- Work order: Go through the entries below and count the lines where "stream" occurs. Give nothing but that number.

- Supplied material:
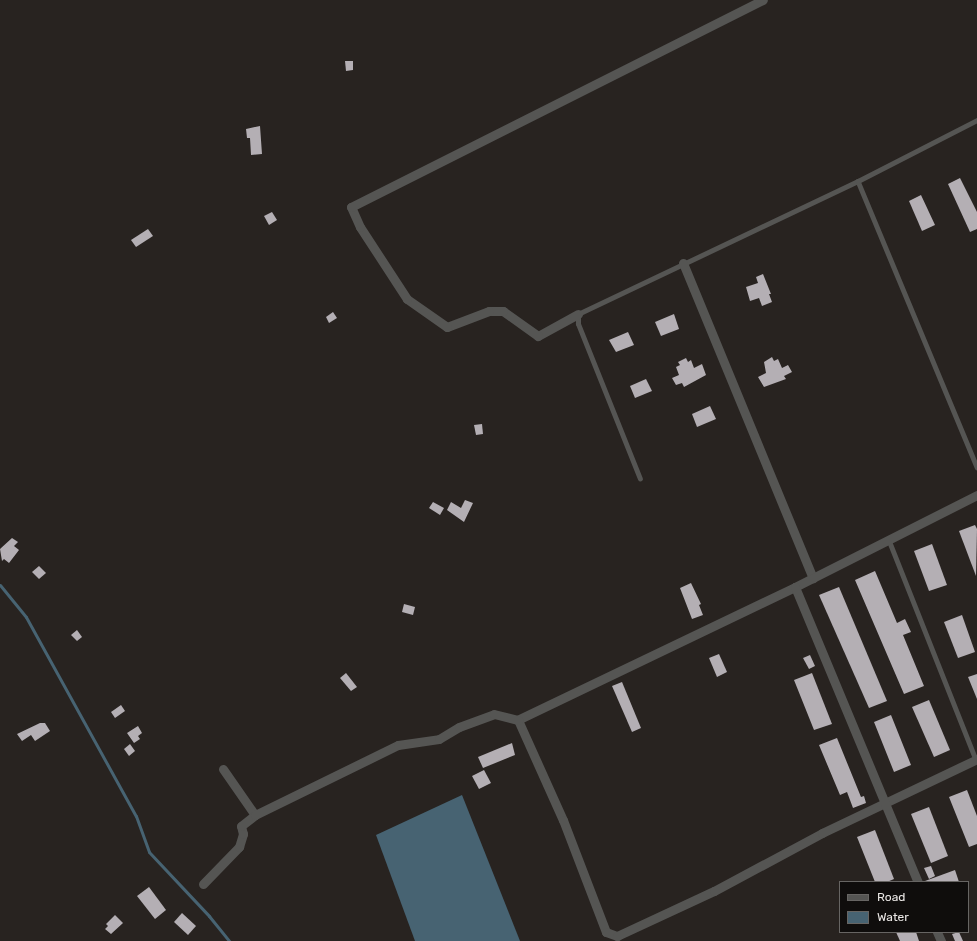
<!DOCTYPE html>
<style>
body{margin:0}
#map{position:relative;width:977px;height:941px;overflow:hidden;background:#282320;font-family:Rubik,sans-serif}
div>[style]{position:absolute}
.water>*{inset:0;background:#476372}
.stream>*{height:3px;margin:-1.5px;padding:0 1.5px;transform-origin:1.5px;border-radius:1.5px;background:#476372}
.building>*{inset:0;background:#b4afb4}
.service>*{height:4.5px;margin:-2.25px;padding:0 2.25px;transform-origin:2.25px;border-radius:2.25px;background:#555553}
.minor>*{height:9px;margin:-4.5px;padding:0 4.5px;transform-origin:4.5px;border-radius:4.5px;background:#555553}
span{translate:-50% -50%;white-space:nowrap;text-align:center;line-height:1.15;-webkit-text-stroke:4px #0f0d0c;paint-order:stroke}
.legend{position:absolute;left:839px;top:881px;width:130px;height:52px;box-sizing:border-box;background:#0f0d0c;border:1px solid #676563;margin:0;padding:5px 7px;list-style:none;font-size:12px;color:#ebe8e6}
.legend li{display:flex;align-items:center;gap:8px;height:20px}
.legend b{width:20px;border:1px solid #676563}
</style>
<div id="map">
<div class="water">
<div style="clip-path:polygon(462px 795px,520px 941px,415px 941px,376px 835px)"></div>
</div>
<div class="stream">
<div style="left:0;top:585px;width:41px;rotate:50.9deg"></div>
<div style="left:26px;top:617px;width:227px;rotate:61.1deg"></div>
<div style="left:136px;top:816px;width:38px;rotate:70deg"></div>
<div style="left:149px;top:852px;width:88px;rotate:46.8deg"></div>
<div style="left:209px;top:916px;width:32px;rotate:51deg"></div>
</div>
<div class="building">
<div style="clip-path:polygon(345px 61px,353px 61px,353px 70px,346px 71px)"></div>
<div style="clip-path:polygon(260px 126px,262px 154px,251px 155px,250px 138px,247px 138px,246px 129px)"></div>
<div style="clip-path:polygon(960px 178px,977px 212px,977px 229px,970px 232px,948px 184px)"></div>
<div style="clip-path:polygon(921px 195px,935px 225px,922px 231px,909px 201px)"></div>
<div style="clip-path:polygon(272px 212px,277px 220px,269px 225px,264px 216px)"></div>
<div style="clip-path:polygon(148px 229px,153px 236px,136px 247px,131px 240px)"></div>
<div style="clip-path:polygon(763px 274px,771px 294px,769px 294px,772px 302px,762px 306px,759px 298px,750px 301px,746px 287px,758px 283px,756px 277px)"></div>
<div style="clip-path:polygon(333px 312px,337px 318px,329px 323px,326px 317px)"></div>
<div style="clip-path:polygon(674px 314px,679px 329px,661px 336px,655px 322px)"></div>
<div style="clip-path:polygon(628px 332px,634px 345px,616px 352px,609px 340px)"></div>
<div style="clip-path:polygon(772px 357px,774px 361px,778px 359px,782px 368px,788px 365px,792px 372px,784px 376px,786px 379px,764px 387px,758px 377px,766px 373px,764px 362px)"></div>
<div style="clip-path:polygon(686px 358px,688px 362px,691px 360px,694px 368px,702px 364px,706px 375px,684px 387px,682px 383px,676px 385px,672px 378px,679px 375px,676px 367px,680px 365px,678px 362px)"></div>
<div style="clip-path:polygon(646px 379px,652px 391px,635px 398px,630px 386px)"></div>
<div style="clip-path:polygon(710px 406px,716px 419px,697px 427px,692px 414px)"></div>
<div style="clip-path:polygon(482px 424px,483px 434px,476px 435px,474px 425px)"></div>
<div style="clip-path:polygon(465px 500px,473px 503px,464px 522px,447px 510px,451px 502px,461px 508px)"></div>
<div style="clip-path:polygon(433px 502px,444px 508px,440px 515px,429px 508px)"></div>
<div style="clip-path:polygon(975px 525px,977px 529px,976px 576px,959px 531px)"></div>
<div style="clip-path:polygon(12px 538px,18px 542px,14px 546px,19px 550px,9px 563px,4px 559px,2px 561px,0 549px)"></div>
<div style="clip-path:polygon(932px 544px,947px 585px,929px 591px,914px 551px)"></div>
<div style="clip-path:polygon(39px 566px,46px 573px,39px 579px,32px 572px)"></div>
<div style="clip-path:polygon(875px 571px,897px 623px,905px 619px,911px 632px,903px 635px,924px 686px,904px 694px,855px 580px)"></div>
<div style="clip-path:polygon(691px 583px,701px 604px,699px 605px,703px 615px,692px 619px,680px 588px)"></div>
<div style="clip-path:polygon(839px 587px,887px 701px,869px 708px,819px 595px)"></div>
<div style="clip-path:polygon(404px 604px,415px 607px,413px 615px,402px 612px)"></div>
<div style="clip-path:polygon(962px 615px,975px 652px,958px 658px,944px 622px)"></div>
<div style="clip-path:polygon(77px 630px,82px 637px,77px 641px,71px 635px)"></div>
<div style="clip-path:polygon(719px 654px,727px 672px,717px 677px,709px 658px)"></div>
<div style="clip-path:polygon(810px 655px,815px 666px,809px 669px,803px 658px)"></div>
<div style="clip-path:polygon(346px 673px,357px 687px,351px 691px,340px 678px)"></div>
<div style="clip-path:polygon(812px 673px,832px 724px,814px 730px,794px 680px)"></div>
<div style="clip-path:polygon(977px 674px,977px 699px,968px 677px)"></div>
<div style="clip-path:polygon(622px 682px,641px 728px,632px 732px,612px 686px)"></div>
<div style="clip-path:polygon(929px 700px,950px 750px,934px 757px,912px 707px)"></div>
<div style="clip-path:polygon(121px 705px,125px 711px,115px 718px,111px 712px)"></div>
<div style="clip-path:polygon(891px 715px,911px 765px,894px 772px,874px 722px)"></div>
<div style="clip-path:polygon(40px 723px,45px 723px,50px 731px,35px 741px,31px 735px,22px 741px,17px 734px)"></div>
<div style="clip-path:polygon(138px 726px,142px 733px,138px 736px,140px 739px,134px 743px,127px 733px)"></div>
<div style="clip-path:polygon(837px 738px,861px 797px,864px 796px,866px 803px,853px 808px,847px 792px,840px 795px,819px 745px)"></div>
<div style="clip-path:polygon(512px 743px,515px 755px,483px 768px,478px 757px)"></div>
<div style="clip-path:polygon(130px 744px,135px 751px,129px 756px,124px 749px)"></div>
<div style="clip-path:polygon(484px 770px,491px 783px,479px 789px,472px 776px)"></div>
<div style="clip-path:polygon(967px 790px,977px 816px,977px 844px,969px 847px,949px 797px)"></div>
<div style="clip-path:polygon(929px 807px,948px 856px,931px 863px,911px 814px)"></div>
<div style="clip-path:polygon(875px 830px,894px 879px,887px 882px,875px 882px,857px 837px)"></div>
<div style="clip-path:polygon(931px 866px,935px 876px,929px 879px,924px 868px)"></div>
<div style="clip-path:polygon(955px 870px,959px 882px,925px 882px,925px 881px)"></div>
<div style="clip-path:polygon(149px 887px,166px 910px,155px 919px,137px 896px)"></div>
<div style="clip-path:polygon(182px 913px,196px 926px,188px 935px,174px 922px)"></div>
<div style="clip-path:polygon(115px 915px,123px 923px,111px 934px,105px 929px,108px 926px,106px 924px)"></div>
<div style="clip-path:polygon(896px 932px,916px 932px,919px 941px,900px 941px)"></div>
<div style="clip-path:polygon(959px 932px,963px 941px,955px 941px,952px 934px)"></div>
</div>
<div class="service">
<div style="left:858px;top:181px;width:310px;rotate:67.4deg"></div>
<div style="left:640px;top:479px;width:167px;rotate:-111.8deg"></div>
<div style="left:578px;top:324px;width:10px;rotate:-90deg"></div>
<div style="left:578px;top:314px;width:310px;rotate:-25.4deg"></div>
<div style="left:858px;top:181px;width:134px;rotate:-27.1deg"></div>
<div style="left:889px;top:540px;width:237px;rotate:68.4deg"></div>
</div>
<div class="minor">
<div style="left:683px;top:263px;width:341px;rotate:67.6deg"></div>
<div style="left:578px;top:314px;width:46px;rotate:151.2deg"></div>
<div style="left:538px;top:336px;width:43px;rotate:-144.5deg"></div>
<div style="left:503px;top:311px;width:14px;rotate:180deg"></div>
<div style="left:489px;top:311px;width:45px;rotate:159.1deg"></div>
<div style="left:447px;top:327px;width:49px;rotate:-145deg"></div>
<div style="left:407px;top:299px;width:86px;rotate:-123.1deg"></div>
<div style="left:360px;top:227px;width:22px;rotate:-114deg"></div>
<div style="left:351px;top:207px;width:461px;rotate:-26.7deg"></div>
<div style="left:977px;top:495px;width:204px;rotate:153.2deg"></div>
<div style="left:795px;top:587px;width:307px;rotate:154.4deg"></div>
<div style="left:518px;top:720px;width:110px;rotate:65.8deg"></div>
<div style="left:563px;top:820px;width:120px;rotate:69deg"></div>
<div style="left:606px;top:932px;width:12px;rotate:20deg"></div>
<div style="left:617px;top:936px;width:107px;rotate:-24.9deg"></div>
<div style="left:714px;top:891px;width:123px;rotate:-28.2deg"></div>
<div style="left:822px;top:833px;width:172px;rotate:-25.5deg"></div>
<div style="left:795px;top:587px;width:320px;rotate:67.4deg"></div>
<div style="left:223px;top:769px;width:56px;rotate:55.2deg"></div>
<div style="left:203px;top:884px;width:52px;rotate:-45.8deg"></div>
<div style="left:239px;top:847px;width:14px;rotate:-73deg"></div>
<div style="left:243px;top:834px;width:8px;rotate:-104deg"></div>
<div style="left:241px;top:826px;width:18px;rotate:-38deg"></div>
<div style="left:255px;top:815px;width:159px;rotate:-26.1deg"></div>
<div style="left:398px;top:745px;width:41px;rotate:-8.3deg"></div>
<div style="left:439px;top:739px;width:23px;rotate:-31deg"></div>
<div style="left:459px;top:727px;width:37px;rotate:-20deg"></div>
<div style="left:494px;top:714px;width:25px;rotate:14deg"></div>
<div style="left:937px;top:932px;width:10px;rotate:66deg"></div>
</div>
<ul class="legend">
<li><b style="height:5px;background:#555553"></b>Road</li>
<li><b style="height:11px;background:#476372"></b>Water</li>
</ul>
</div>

- Exercise output: 2